Required action:
Within the records below, how many lines contain "Cola"? The answer is that number alone.

··· Exercise input

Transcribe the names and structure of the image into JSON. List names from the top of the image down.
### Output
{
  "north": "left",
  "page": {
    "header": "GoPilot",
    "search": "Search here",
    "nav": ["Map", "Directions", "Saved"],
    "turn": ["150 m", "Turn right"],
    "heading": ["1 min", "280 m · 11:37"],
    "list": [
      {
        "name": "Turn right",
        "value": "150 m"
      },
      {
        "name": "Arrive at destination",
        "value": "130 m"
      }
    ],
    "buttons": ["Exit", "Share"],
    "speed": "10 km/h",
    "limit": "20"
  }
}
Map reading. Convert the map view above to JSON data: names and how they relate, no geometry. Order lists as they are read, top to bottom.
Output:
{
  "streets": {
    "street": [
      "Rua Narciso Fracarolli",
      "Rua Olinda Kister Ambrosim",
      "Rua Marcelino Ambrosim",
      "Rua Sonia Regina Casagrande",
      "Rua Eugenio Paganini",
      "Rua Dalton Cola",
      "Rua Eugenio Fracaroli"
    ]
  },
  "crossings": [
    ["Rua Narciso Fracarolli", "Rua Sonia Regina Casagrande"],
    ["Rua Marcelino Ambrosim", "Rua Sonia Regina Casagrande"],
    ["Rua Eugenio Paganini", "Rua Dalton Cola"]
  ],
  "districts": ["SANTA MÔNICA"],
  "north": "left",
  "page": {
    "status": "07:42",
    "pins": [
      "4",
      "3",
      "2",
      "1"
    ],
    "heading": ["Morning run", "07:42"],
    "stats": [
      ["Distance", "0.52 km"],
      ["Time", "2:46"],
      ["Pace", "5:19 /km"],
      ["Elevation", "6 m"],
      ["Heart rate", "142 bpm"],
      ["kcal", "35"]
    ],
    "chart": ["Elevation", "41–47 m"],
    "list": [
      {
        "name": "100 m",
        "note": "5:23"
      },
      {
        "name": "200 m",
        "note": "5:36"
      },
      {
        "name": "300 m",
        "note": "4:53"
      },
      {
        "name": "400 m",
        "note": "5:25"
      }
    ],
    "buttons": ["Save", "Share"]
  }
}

······

Response to this task:
2